**TASK TO CARRY OUT**
Below are records; copy every line among them that contains the word "JSON".

-- DATASET CONTENT follows --

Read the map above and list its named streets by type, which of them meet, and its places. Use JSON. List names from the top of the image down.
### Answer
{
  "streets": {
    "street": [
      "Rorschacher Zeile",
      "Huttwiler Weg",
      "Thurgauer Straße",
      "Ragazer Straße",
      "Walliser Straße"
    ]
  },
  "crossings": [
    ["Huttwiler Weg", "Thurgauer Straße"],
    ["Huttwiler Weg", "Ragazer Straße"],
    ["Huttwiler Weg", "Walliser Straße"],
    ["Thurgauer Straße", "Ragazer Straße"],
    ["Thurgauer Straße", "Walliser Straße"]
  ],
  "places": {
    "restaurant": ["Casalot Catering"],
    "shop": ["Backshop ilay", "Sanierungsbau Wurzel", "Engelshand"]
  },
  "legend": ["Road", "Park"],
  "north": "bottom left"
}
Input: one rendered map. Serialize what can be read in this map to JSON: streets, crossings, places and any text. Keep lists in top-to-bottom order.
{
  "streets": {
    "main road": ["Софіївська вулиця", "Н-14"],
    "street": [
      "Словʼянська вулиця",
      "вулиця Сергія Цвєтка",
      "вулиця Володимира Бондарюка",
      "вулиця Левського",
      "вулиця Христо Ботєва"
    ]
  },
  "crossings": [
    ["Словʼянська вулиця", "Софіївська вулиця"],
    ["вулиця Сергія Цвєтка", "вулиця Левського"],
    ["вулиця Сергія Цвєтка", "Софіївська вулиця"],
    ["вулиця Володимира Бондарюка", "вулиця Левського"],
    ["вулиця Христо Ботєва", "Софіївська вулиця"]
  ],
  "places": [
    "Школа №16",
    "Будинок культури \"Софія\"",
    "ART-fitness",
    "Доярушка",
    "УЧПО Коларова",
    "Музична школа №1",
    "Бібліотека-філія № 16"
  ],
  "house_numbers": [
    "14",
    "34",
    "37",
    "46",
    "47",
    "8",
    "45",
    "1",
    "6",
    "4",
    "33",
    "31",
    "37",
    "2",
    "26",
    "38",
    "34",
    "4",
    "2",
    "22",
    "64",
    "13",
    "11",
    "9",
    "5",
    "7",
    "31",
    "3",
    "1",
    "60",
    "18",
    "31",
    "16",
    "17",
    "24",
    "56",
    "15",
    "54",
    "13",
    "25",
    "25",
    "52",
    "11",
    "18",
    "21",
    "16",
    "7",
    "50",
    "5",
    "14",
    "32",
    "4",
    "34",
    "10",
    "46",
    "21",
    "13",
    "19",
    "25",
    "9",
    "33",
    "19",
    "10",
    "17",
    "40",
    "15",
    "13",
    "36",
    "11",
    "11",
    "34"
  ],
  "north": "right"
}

-- DATASET CONTENT concluded --

**ANSWER BOX**
Read the map above and list its named streets by type, which of them meet, and its places. Use JSON. List names from the top of the image down.
Input: one rendered map. Serialize what can be read in this map to JSON: streets, crossings, places and any text. Keep lists in top-to-bottom order.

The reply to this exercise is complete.